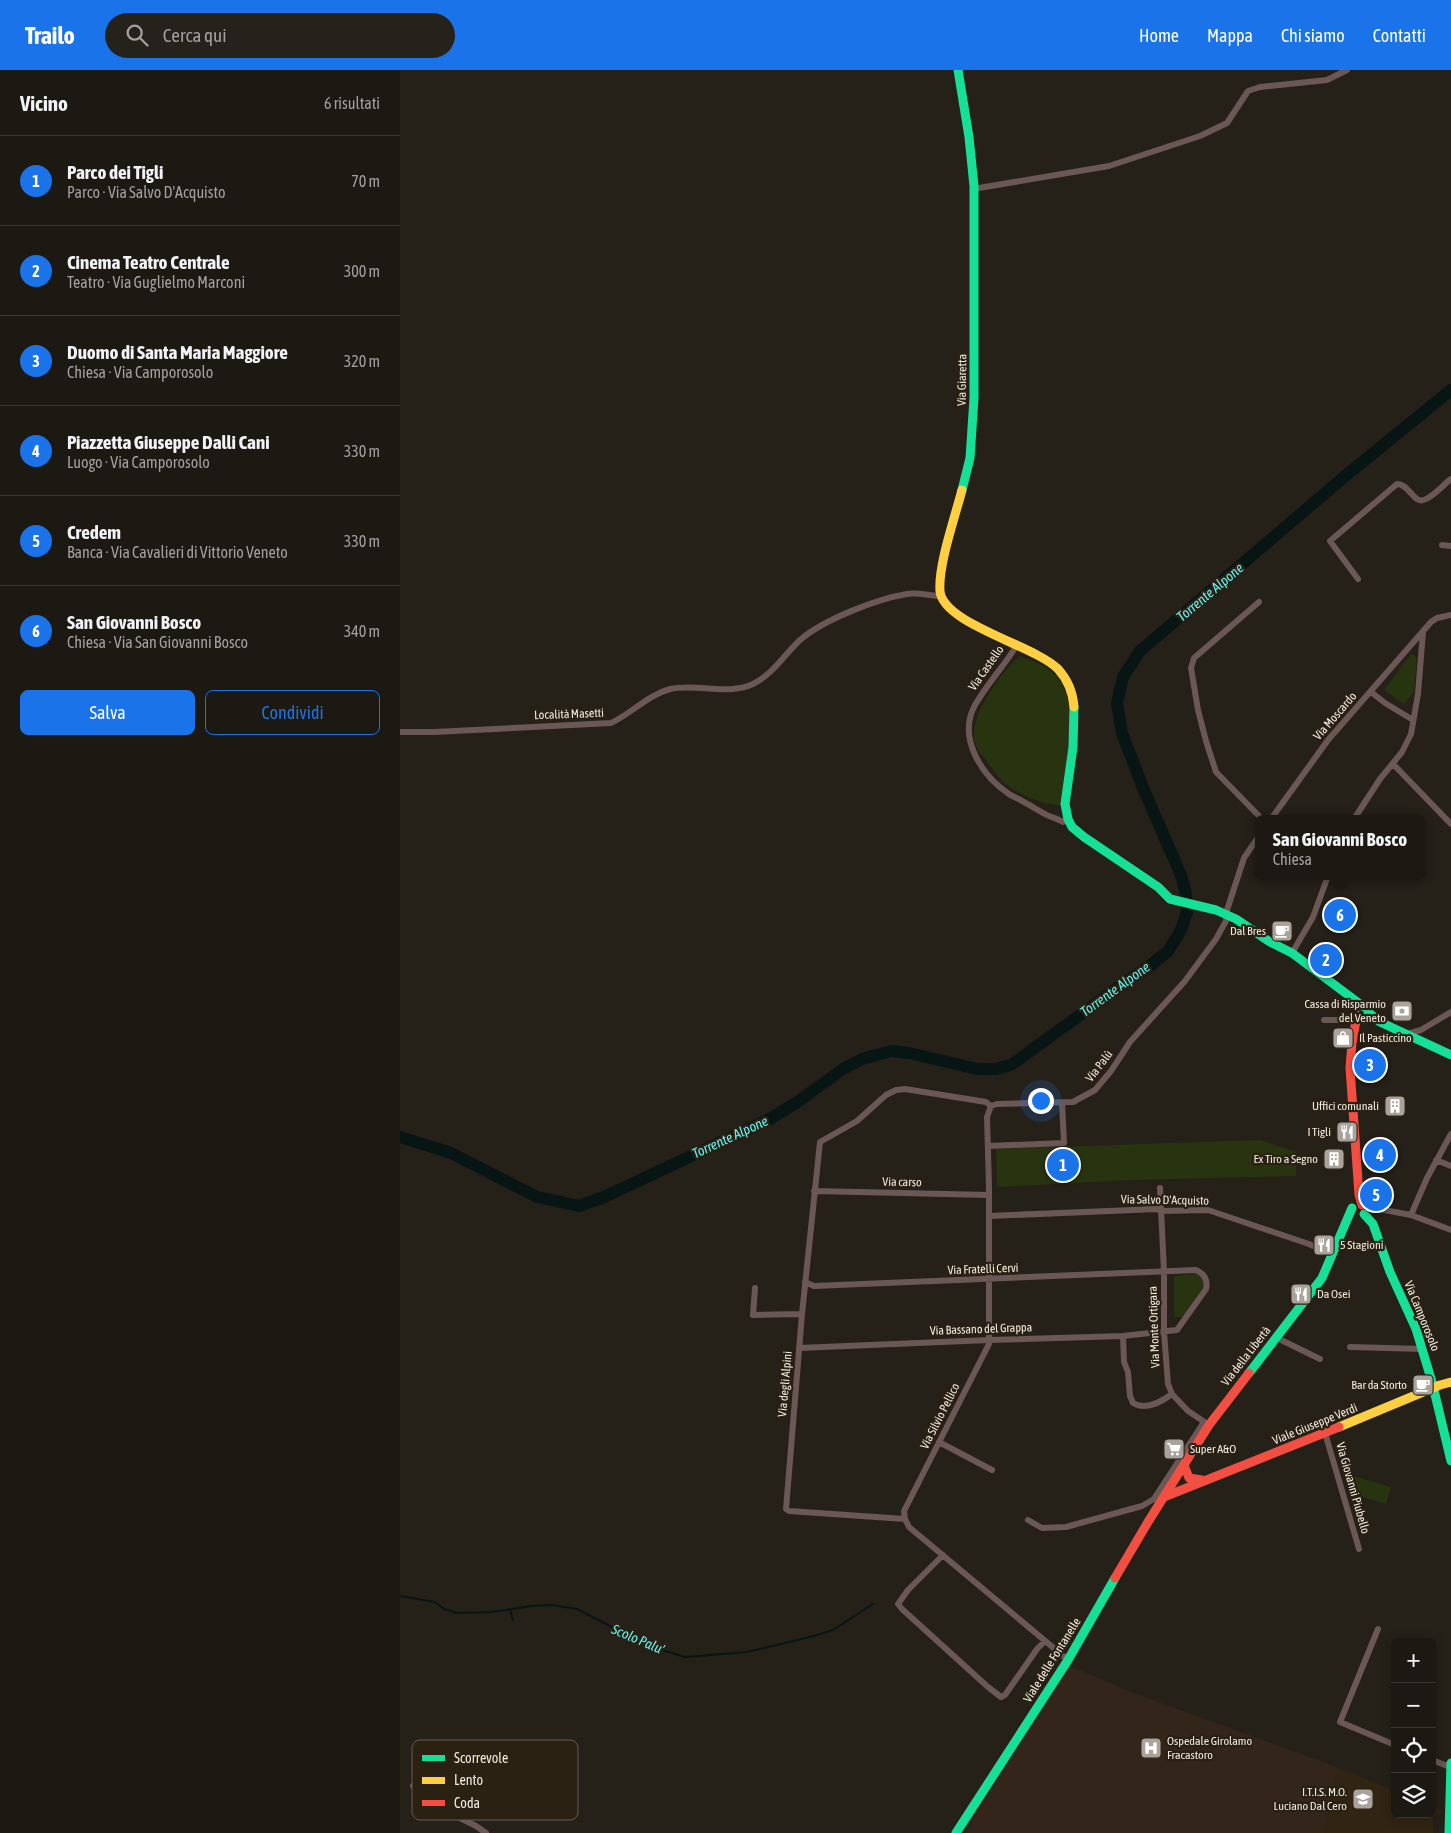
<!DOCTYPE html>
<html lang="it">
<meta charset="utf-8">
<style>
:root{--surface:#1c1812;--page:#25211b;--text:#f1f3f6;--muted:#a0a09f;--line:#3a3732;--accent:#1a73e8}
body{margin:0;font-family:"Asap Condensed",sans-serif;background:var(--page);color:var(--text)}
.controls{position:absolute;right:15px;bottom:15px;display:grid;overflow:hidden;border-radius:8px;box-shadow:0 2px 12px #0003}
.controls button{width:45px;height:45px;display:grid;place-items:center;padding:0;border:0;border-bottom:1px solid var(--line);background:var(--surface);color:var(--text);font:25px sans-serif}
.you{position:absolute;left:640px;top:1030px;width:18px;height:18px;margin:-12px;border:4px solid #fff;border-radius:50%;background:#1a73e8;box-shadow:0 0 0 8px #1a73e833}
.badge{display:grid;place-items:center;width:32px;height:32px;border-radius:50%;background:var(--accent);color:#fff;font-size:16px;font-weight:700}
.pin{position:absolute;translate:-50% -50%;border:2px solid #fff;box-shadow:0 1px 5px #0006}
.popup{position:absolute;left:855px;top:745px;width:170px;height:65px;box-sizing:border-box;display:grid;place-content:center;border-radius:8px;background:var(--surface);filter:drop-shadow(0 1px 4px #0005);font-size:16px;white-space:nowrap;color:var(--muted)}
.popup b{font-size:19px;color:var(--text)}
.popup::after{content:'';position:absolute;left:50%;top:100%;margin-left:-10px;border:10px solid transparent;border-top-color:var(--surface)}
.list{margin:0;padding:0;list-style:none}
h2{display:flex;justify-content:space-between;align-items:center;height:65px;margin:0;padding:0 20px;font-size:21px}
h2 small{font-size:16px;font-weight:400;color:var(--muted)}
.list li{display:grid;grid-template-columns:32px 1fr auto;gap:15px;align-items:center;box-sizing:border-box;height:90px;padding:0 20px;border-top:1px solid var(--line)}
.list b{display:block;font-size:19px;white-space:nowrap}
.list p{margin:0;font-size:16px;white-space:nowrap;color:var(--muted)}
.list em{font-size:16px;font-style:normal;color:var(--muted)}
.actions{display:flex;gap:10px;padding:15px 20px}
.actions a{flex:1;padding:11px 0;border:1px solid var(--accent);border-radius:8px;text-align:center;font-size:18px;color:var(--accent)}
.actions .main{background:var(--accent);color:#fff}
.icon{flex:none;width:28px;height:28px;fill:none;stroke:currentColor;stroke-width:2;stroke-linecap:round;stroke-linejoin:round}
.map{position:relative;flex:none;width:1051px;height:1763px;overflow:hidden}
header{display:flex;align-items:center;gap:30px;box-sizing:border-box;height:70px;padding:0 25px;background:var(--accent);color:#fff}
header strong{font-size:24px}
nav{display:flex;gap:28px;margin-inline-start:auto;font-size:18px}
.search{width:350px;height:45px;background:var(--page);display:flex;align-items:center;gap:12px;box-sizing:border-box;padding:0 18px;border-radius:28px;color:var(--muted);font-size:19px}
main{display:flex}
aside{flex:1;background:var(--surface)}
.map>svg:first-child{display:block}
.built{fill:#302513}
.medical{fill:#34251b}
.green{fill:#28340f}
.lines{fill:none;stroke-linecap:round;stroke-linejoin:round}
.stream{stroke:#071615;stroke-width:2}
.river{stroke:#071615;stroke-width:12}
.street{stroke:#6b5755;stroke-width:6}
.fast{stroke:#16e098;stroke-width:9}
.slow{stroke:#ffcf43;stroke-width:9}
.jam{stroke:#f24e42;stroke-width:9}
.labels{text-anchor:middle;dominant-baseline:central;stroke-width:4.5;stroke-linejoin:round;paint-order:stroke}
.street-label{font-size:12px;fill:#f0eae1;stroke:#2a2113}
.poi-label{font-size:12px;fill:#f0eae1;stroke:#2a2113;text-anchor:end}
.water-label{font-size:14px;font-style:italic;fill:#63f3f3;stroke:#2a2113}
.key{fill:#2a2113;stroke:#655d51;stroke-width:1}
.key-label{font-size:14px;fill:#f0eae1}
</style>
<header>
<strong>Trailo</strong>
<div class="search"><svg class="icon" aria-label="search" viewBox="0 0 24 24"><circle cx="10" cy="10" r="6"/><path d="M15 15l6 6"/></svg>Cerca qui</div>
<nav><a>Home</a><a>Mappa</a><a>Chi siamo</a><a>Contatti</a></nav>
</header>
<main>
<aside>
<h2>Vicino<small>6 risultati</small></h2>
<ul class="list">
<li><span class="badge">1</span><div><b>Parco dei Tigli</b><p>Parco · Via Salvo D'Acquisto</p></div><em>70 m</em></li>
<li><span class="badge">2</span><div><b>Cinema Teatro Centrale</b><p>Teatro · Via Guglielmo Marconi</p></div><em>300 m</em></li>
<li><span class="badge">3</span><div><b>Duomo di Santa Maria Maggiore</b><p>Chiesa · Via Camporosolo</p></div><em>320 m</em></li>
<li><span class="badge">4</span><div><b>Piazzetta Giuseppe Dalli Cani</b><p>Luogo · Via Camporosolo</p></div><em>330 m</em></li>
<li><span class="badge">5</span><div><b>Credem</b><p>Banca · Via Cavalieri di Vittorio Veneto</p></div><em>330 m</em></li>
<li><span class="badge">6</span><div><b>San Giovanni Bosco</b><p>Chiesa · Via San Giovanni Bosco</p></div><em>340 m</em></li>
</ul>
<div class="actions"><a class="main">Salva</a><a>Condividi</a></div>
</aside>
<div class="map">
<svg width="1051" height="1763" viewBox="0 0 1051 1763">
<rect width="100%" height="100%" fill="#252018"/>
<path class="built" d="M 937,1697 L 995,1721 L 995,1744 L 1032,1744 L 1032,1736 L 1041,1740 L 1041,1743 L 1033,1746 L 1033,1763 L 924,1763 Z"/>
<path class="medical" d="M 668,1595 L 731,1622 L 937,1697 L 924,1763 L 565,1763 Z"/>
<path class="green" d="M 1011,584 L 1017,587 L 1014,622 L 1004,634 L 984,620 Z
M 620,586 C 633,591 648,596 657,607 C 682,638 666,698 662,735 C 644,736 615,723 602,711 C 597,706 593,699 588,693 C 582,685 575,678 574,667 C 571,644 602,600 620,586 Z
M 860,1070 L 896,1082 L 896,1106 L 731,1110 L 597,1117 L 596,1079 Z
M 797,1204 L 800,1205 L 805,1213 L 784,1247 L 774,1247 L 774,1206 Z
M 946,1404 L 991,1417 L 986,1434 L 950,1423 Z"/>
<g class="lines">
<path class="stream" d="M 0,1526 L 35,1532 L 44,1539 L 57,1543 L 91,1542 L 131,1536 L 153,1535 L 177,1539 L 249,1576 L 285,1587 L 347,1582 L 414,1566 L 433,1560 L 473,1534
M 110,1539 L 113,1550"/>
<path class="river" d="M 0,1067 L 51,1083 L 137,1127 L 179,1136 L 204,1127 L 368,1050 L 396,1033 L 443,999 L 462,989 L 491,981 L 509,983 L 577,999 L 596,999 L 611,995 L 727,911 L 751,895 L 768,881 L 781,860 L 787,842 L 786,824 L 781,805 L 743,718 L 722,663 L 717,633 L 723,607 L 740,581 L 944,407 L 1051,320"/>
<path class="street" d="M 573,119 L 709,96 L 800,66 L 827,53 L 848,21 L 860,17 L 927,10 L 947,0
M 1042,475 L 1051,476
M 958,509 L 930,471 L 997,414 C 1010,414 1014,436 1026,429 C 1035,425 1043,415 1051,409
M 859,532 L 794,588 L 791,598 L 798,640 L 806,671 L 816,702 L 862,749
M 617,575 C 604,596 587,614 575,635 C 557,668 582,706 609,724 C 613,727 618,728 622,731 C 630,735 637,740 645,744 C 652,748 657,748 663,752 L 668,749
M 971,622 L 985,633 L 1013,650
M 0,662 L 34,662 L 211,653 C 232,643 248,625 270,619 C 297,613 327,626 353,614 C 372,605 385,584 400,570 C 423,550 476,529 507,524 C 518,522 530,526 541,526
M 993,694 L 1051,754
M 871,749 L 928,670 L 1031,552 L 1037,548 L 1051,545
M 954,749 L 980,709 L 1002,682 L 1011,664 L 1018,624 L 1023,562
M 892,883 L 913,847 L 928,806
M 924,950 L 949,950
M 1007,964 L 1021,960 L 1051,942
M 591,1036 L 587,1047 L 589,1117 L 589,1274 L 504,1441 L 505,1449 L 509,1457 L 668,1590
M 588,1076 L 664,1073 L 662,1033
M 1036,1090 L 1051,1096
M 760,1118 L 764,1201 L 764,1262 L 768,1314 L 772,1324 L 788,1341 L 809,1355
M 414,1121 L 589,1125
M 963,1136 L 1011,1145 L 1051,1160
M 1011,1145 L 1027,1108 L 1051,1064
M 589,1146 L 757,1139 L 761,1141 L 808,1140 L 909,1174 L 933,1185
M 355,1218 L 353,1245 L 402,1244
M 723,1266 L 724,1292 L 728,1302 L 730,1326 L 733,1333 C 746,1341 761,1332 772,1324
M 877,1268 L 920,1289
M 950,1277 L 1023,1279
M 399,1278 L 589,1270 L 723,1266 L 777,1260 L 806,1219 C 808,1210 805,1204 796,1200 L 414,1216 L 405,1212
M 925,1363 L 959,1479
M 539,1372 L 592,1400
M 754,1429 L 804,1352
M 505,1449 L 389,1441 L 386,1439 L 402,1244 L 420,1072 L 457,1051 L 486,1025 L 496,1020 L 505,1019 L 586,1032 L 591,1036 L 597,1034 L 673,1032 L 695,1020 L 711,1001 L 730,972 L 785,911 L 816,869 L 826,851 L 827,840 L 844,788 L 859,766
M 628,1450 L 642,1458 L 666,1457 L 742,1436 L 754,1429 L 764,1427
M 543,1485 L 508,1520 L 498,1534 L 502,1539 L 588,1617 L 601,1627 L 605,1625 L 637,1579 L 645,1571
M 978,1559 L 940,1652 L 995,1675
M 1032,1690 L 1050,1697
M 13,1716 L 38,1737 L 76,1756 L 86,1763"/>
<path class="fast" d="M 558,0 L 569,67 L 574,116 L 574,328 L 570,388 L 562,420
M 674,637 L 673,677 L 665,734 L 668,749 L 672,757 L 684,767 L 758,817 L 770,829 L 816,840 L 836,849 L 870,872 L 892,883 L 964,937
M 968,942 L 980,952 L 1051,985
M 964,1144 L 973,1154 L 990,1202 L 1016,1259 L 1032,1312 L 1051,1391
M 849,1303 L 922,1208 L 952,1138
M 556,1763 L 668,1590 L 715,1508
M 1049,1763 L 1051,1693"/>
<path class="slow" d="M 562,420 C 555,447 538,495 540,521 C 543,554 634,575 658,599 C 667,609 673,623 674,637
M 939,1357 L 1040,1315 L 1051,1312"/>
<path class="jam" d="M 957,945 L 952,973 L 950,998 L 959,1125 L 962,1135
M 784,1395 L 789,1408 L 802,1410
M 764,1427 L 939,1357
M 715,1508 L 748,1452 L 809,1355 L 849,1303"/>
</g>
<defs>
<g id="cafe-square" transform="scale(1.125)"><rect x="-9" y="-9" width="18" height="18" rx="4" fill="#a9a39b" stroke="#2a2113"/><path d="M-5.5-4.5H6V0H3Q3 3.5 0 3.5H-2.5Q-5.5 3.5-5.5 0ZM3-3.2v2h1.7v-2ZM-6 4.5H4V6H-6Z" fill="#fff"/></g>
<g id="bank-square" transform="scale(1.125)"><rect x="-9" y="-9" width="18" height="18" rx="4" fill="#a9a39b" stroke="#2a2113"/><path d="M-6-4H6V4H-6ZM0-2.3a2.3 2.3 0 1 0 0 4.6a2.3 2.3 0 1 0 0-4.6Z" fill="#fff"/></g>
<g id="shop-square" transform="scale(1.125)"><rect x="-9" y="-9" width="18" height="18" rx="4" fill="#a9a39b" stroke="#2a2113"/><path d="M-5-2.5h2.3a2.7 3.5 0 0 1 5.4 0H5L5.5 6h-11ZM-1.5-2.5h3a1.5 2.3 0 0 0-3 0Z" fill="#fff"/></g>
<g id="building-square" transform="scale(1.125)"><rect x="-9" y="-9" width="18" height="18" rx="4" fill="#a9a39b" stroke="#2a2113"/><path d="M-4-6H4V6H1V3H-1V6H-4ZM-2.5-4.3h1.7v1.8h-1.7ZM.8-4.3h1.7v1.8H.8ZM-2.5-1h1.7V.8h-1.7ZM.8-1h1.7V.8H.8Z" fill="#fff"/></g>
<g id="restaurant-square" transform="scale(1.125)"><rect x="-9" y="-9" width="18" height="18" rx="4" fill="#a9a39b" stroke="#2a2113"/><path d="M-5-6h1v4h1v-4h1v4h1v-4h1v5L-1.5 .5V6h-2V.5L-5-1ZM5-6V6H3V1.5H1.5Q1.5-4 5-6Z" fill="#fff"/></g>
<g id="supermarket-square" transform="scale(1.125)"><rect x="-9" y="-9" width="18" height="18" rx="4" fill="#a9a39b" stroke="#2a2113"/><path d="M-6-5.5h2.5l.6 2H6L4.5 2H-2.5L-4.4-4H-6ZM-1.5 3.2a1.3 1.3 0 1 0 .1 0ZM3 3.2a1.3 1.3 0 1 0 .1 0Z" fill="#fff"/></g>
<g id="hospital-square" transform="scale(1.125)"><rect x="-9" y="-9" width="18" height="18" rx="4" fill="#a9a39b" stroke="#2a2113"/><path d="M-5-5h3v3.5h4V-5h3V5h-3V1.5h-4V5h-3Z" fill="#fff"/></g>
<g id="school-square" transform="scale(1.125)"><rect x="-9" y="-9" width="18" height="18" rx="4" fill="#a9a39b" stroke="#2a2113"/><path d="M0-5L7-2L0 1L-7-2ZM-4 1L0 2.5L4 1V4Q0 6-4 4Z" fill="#fff"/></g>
</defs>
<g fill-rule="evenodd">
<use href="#cafe-square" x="882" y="861"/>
<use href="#bank-square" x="1002" y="941"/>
<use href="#shop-square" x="943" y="968"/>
<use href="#building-square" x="995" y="1036"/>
<use href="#restaurant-square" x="947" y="1062"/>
<use href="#building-square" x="934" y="1089"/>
<use href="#restaurant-square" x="924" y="1175"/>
<use href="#restaurant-square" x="901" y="1224"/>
<use href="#cafe-square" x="1023" y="1315"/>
<use href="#supermarket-square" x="774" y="1379"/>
<use href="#hospital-square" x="751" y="1678"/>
<use href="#school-square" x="963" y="1729"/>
</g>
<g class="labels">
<g class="street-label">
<text transform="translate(562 310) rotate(-89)">Via Giaretta</text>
<text transform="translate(586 598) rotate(-55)">Via Castello</text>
<text transform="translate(169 644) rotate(-2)">Località Masetti</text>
<text transform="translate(935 646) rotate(-49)">Via Moscardo</text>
<text transform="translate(699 996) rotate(-53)">Via Palù</text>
<text transform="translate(502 1112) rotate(1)">Via carso</text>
<text transform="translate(765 1130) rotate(1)">Via Salvo D'Acquisto</text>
<text transform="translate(583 1199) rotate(-2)">Via Fratelli Cervi</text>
<text transform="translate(1022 1246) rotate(68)">Via Camporosolo</text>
<text transform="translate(754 1257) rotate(-92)">Via Monte Ortigara</text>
<text transform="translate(581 1259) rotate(-2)">Via Bassano del Grappa</text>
<text transform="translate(846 1286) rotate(-52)">Via della Libertà</text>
<text transform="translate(385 1314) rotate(-85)">Via degli Alpini</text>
<text transform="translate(540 1346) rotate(-63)">Via Silvio Pellico</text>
<text transform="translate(915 1354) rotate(-22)">Viale Giuseppe Verdi</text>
<text transform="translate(953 1418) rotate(74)">Via Giovanni Piubello</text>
<text transform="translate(652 1590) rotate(-58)">Viale delle Fontanelle</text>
</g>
<g class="poi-label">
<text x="866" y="861">Dal Bres</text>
<text x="986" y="934">Cassa di Risparmio<tspan x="986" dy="14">del Veneto</tspan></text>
<text x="959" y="968" text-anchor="start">Il Pasticcino</text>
<text x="979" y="1036">Uffici comunali</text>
<text x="931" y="1062">I Tigli</text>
<text x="918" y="1089">Ex Tiro a Segno</text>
<text x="940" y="1175" text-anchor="start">5 Stagioni</text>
<text x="917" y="1224" text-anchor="start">Da Osei</text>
<text x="1007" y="1315">Bar da Storto</text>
<text x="790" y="1379" text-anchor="start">Super A&amp;O</text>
<text x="767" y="1671" text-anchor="start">Ospedale Girolamo<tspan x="767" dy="14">Fracastoro</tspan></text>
<text x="947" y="1722">I.T.I.S. M.O.<tspan x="947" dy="14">Luciano Dal Cero</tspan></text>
</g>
<g class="water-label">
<text transform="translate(810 522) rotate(-40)">Torrente Alpone</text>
<text transform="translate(715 919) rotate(-36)">Torrente Alpone</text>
<text transform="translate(330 1067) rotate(-25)">Torrente Alpone</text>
<text transform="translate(238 1569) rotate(23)">Scolo Palu'</text>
</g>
</g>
<rect x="12" y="1670" width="166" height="80" rx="8" class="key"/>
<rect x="22" y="1685" width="23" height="6" fill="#16e098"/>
<rect x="22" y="1707" width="23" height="7" fill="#ffcf43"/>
<rect x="22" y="1730" width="23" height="6" fill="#f24e42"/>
<g class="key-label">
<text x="54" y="1693">Scorrevole</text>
<text x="54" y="1715">Lento</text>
<text x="54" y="1738">Coda</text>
</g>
</svg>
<div class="controls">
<button>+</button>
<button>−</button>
<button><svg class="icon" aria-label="locate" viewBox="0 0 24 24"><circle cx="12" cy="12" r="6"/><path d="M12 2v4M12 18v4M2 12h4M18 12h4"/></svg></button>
<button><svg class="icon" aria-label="layers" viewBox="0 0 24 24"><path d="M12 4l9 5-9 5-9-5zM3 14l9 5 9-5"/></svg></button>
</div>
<div class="you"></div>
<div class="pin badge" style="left:663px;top:1095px">1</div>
<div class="pin badge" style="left:926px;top:890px">2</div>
<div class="pin badge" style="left:970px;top:995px">3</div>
<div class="pin badge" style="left:980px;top:1085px">4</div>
<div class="pin badge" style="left:976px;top:1125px">5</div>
<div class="pin badge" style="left:940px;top:845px">6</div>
<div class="popup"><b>San Giovanni Bosco</b>Chiesa</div>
</div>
</main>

====================

Report all lines of the data above that include the string "list".

Completed task =
.list{margin:0;padding:0;list-style:none}
.list li{display:grid;grid-template-columns:32px 1fr auto;gap:15px;align-items:center;box-sizing:border-box;height:90px;padding:0 20px;border-top:1px solid var(--line)}
.list b{display:block;font-size:19px;white-space:nowrap}
.list p{margin:0;font-size:16px;white-space:nowrap;color:var(--muted)}
.list em{font-size:16px;font-style:normal;color:var(--muted)}
<ul class="list">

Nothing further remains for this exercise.